In the case of both GB3 and ubquitin, hydrogen bond restraints alone provide an approximate fold. The accuracy of the resulting coordinates, however, is poor with a Cα atomic rms difference of 3.2 and 3.5 Å, respectively, to the corresponding reference X-ray structures. Inclusion of the ¹⁵N-R₂/R₁ restraints improves the accuracy by ∼3-fold, resulting in Cα rms differences to the reference structures of 1.1 and 1.8 Å, respectively, for the restrained regularized mean coordinates (Table 1 and Fig. 1). Interestingly, inclusion of ¹⁵N-R₂/R₁ restraints does not increase precision. This is important because in the absence of ¹⁵N-R₂/R₁ restraints, the coordinate precision is a factor of 2-3 higher than coordinate accuracy, whereas precision and accuracy are comparable when ¹⁵N-R₂/R₁ restraints are included. In addition, independent validation against N-H residual dipolar couplings (RDC) indicates that inclusion of the ¹⁵N-R₂/R₁ restraints results in relative improvements of 17-25% in the RDC R-factor.

For the larger EIN protein, hydrogen bond restraints alone are not sufficient to obtain a correct fold irrespective of the inclusion of the ¹⁵N-R₂/R₁ restraints (Cα rms difference to X-ray coordinates of 17-21 Å). However, the addition of sparse NOE restraints involving only NH and methyl groups permits an approximate fold to be obtained in the presence of ¹⁵N-R₂/R₁ restraints. The accuracy of the Cα positions of the restrained minimized mean coordinates is 4.1 Å compared to 14.7 Å without ¹⁵N-R₂/R₁ restraints, and the relative improvement in RDC R-factor is about 10-15%.

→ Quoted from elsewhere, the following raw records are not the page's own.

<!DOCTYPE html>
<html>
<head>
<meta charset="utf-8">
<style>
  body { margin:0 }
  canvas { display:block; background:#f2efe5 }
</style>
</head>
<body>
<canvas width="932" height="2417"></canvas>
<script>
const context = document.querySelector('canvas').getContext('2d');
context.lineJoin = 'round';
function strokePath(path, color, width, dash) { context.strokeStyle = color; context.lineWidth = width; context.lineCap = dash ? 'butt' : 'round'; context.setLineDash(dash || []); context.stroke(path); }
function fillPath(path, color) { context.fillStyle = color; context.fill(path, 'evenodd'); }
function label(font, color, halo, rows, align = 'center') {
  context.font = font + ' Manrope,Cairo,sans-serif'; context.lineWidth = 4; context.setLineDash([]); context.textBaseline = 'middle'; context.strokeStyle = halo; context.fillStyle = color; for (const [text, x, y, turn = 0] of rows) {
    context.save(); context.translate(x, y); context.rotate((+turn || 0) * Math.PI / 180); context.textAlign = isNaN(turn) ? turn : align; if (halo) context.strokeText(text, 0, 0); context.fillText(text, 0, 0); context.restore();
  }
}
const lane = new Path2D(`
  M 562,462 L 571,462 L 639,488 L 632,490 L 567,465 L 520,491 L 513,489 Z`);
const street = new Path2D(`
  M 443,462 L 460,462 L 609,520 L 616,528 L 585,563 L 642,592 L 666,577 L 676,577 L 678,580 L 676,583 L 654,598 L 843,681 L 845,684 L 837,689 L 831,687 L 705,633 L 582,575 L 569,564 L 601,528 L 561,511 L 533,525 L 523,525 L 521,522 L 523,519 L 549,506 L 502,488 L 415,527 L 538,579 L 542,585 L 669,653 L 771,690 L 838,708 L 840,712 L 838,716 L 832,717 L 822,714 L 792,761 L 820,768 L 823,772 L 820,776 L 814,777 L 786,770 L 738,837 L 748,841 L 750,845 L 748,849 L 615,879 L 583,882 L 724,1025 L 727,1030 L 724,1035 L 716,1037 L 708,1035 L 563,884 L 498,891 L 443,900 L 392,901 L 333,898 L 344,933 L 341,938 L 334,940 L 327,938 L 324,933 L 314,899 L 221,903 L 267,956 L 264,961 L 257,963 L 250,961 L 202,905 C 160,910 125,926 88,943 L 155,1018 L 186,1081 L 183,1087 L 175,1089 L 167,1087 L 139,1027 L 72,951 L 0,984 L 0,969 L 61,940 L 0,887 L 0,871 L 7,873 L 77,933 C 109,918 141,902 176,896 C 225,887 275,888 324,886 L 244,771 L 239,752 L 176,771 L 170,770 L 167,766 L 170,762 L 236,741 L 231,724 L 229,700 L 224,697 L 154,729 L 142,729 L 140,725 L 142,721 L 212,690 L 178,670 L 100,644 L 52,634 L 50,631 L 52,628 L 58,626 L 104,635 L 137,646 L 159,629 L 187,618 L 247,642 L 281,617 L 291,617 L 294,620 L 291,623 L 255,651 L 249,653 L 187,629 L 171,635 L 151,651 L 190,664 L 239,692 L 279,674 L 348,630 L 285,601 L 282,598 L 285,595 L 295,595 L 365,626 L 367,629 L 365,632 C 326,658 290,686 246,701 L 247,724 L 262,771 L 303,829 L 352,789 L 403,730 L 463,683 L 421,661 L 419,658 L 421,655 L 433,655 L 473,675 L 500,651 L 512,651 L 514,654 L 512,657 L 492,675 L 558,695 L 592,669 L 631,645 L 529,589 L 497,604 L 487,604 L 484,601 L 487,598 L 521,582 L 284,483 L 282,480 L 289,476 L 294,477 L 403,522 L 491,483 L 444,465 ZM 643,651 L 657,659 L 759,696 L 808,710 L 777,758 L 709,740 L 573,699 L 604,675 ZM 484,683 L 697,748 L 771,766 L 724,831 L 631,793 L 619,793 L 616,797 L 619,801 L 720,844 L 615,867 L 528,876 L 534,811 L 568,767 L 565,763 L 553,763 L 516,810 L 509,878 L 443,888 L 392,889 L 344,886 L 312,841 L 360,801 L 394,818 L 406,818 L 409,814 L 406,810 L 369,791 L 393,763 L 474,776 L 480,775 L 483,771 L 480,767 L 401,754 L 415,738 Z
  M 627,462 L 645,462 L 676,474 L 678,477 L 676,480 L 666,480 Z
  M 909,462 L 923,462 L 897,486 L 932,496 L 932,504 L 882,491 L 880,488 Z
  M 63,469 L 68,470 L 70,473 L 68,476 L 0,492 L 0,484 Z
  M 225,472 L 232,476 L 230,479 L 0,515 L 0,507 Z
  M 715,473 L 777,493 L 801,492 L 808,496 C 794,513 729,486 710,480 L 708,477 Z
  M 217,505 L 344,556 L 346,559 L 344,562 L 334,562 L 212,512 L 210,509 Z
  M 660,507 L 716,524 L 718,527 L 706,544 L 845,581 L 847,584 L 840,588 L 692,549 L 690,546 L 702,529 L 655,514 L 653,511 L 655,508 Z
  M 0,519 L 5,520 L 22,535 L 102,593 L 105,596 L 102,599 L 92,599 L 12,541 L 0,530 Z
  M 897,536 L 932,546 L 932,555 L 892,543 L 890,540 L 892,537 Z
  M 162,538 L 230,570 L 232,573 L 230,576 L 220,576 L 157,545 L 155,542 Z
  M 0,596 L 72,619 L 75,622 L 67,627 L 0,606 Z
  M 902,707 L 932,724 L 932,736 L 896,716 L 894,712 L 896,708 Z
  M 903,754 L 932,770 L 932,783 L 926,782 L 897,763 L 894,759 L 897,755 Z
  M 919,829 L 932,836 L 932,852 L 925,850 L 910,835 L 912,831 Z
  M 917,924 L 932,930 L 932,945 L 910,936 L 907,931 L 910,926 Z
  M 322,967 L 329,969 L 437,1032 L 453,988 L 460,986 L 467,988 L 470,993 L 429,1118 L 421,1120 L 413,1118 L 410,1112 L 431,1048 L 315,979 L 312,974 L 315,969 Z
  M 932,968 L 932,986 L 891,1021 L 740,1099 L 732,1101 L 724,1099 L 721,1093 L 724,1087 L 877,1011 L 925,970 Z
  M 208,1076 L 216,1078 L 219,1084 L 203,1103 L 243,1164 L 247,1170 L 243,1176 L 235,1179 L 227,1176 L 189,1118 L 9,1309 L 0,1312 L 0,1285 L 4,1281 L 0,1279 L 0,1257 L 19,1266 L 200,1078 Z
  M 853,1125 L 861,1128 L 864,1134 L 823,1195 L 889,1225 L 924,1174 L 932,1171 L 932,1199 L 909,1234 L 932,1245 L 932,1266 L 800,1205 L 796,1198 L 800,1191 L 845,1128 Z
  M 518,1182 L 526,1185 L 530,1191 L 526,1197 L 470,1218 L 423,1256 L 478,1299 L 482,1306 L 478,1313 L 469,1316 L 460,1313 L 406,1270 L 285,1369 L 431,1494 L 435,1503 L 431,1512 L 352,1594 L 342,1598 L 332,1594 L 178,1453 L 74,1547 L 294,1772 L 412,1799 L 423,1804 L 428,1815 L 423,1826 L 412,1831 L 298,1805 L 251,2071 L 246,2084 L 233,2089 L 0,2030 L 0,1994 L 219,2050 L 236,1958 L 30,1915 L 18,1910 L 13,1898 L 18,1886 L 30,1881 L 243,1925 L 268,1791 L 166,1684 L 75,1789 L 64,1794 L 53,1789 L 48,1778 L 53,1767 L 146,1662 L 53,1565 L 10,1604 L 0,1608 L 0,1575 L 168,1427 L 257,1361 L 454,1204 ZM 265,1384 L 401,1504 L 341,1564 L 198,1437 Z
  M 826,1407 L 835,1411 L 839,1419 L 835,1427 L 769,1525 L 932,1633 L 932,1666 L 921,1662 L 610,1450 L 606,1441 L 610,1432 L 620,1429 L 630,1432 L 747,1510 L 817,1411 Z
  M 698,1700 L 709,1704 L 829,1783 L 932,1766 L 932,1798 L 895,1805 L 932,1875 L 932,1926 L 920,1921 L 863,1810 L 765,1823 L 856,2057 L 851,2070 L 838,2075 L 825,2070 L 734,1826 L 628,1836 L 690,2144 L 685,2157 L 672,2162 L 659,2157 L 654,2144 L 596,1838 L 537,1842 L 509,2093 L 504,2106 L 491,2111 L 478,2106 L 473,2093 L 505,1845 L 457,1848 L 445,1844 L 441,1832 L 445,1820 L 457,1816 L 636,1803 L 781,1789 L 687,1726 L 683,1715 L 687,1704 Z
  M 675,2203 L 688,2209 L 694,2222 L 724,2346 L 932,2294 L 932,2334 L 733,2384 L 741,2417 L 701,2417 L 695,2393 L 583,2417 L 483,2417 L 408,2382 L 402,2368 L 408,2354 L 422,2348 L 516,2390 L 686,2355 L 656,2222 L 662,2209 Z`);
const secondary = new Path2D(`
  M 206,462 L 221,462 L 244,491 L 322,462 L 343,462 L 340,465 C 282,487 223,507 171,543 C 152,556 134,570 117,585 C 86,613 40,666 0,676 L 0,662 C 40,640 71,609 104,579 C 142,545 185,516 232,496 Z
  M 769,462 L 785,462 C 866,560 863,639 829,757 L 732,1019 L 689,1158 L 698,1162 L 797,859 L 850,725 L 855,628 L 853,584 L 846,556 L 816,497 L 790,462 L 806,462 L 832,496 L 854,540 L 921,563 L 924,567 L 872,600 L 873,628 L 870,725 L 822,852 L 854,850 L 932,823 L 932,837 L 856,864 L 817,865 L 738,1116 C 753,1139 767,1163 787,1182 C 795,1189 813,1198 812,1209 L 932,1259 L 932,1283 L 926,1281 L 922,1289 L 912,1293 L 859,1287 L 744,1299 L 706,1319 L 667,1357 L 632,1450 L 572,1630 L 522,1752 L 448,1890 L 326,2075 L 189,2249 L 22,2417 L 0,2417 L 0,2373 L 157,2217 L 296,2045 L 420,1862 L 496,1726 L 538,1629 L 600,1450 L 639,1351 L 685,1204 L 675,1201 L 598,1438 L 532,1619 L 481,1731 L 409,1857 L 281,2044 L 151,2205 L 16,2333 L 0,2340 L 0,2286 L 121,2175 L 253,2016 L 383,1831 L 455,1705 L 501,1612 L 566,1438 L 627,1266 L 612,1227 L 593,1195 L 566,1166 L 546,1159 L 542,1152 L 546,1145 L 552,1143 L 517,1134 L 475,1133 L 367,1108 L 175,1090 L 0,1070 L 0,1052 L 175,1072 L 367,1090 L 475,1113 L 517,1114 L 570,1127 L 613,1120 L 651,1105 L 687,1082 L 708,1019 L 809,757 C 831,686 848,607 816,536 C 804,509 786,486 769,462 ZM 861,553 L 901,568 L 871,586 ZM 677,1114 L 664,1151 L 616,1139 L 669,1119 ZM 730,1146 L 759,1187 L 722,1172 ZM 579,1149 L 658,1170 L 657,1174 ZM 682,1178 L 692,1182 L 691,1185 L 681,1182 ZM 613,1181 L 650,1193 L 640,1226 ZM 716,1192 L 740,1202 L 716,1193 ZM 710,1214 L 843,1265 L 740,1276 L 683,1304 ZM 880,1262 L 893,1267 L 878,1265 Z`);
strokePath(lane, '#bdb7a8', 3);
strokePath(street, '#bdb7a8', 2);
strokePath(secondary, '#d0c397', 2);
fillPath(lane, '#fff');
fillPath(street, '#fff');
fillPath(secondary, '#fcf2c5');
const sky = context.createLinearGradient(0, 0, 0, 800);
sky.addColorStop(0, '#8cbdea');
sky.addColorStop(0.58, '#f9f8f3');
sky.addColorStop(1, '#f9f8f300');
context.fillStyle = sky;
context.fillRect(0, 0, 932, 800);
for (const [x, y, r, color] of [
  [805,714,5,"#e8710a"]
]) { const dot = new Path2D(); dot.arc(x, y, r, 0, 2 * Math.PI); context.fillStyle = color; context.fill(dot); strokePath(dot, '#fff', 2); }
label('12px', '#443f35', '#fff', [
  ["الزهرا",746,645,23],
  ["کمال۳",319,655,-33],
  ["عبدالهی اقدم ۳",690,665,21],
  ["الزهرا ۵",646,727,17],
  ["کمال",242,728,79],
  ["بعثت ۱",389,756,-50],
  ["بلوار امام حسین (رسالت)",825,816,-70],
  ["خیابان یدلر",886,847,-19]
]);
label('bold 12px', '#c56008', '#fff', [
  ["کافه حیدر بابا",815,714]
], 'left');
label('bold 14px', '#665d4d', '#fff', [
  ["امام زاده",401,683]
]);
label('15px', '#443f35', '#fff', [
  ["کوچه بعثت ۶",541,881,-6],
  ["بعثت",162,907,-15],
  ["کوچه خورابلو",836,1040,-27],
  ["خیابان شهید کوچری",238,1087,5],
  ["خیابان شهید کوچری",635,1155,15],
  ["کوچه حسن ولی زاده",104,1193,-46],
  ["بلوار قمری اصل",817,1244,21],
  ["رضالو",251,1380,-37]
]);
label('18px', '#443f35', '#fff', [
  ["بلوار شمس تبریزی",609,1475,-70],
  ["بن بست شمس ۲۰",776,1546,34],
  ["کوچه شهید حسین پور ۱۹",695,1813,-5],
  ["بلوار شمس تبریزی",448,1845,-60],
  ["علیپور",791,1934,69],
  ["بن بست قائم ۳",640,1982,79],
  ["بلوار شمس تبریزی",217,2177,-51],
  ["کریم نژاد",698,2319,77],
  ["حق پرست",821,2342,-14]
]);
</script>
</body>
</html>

It will be noted that the precision of the 10 lowest energy EIN structures obtained with ¹⁵N-R₂/R₁ restraints is rather low and in this instance there are several local minima with approximately the same overall energy. This is due to several factors: the number of structural restraints in relation to the number of residues in the protein is sparse; the ¹⁵N relaxation data possess intrinsic ambiguity associated with 4-fold symmetry of the ¹⁵N-R₂/R₁ ratios with regard to the N-H bond vector orientations relative to the diffusion tensor; and the number of distance restraints between the α and α/β subdomains of EIN (top and bottom in Fig. 1) is sparse, such that small rms displacements at the interface of the two subdomains translates to much larger atomic rms displacements at the outer edges of the molecule. Nevertheless, the inclusion of ¹⁵N-R₂/R₁ restraints makes the difference between obtaining or not obtaining an approximately correct global fold.

In conclusion, we have demonstrated that direct inclusion of ¹⁵N-R₂/R₁ restraints into NMR structure calculations results in large increases in accuracy when only sparse NOE-derived interproton distance restraints are available by providing information both on molecular size and shape and N-H bond vector orientations. The key feature, compared to earlier work,¹⁵ is that the diffusion tensor is calculated at each step of the calculation based on the current molecular surface. This only entails a relatively modest (∼70%) increase in computational time relative to simulated annealing calculations without relaxation data restraints. From a practical standpoint, the current results are significant since NOE coverage will necessarily become sparser with increasing size and complexity of the protein owing to increasing chemical shift degeneracies and unresolvable ambiguities in NOE assignments. Since the method depends upon calculating the diffusion tensor from the shape and size of the molecule, some precautions, however, do have to be taken as this approach will not be suitable for proteins that aggregate or consist of domains that reorient independently of one another (e.g. proteins such as Ca²⁺-loaded calmodulin in which the two domains are connected by a highly flexible linker and there are no stable interdomain contacts). The method, however, is applicable to completely spherical proteins (diffusion anisotropy of 1) since the R₂/R₁ data still provide restraints on shape and size even though information on bond vector orientations is no longer present.